__YOUR GOAL__. Every entry, from the first to the last, should be written out exactly.

__DATA FOR THE TASK__.
=======

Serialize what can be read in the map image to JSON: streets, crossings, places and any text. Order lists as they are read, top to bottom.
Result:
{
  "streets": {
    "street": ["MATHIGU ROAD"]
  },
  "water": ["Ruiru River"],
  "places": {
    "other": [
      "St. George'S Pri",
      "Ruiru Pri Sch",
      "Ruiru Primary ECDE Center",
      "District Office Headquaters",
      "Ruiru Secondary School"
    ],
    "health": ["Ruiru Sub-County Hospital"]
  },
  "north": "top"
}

=======

__TASK RESPONSE__.
Serialize what can be read in the map image to JSON: streets, crossings, places and any text. Order lists as they are read, top to bottom.
Result:
{
  "streets": {
    "street": ["MATHIGU ROAD"]
  },
  "water": ["Ruiru River"],
  "places": {
    "other": [
      "St. George'S Pri",
      "Ruiru Pri Sch",
      "Ruiru Primary ECDE Center",
      "District Office Headquaters",
      "Ruiru Secondary School"
    ],
    "health": ["Ruiru Sub-County Hospital"]
  },
  "north": "top"
}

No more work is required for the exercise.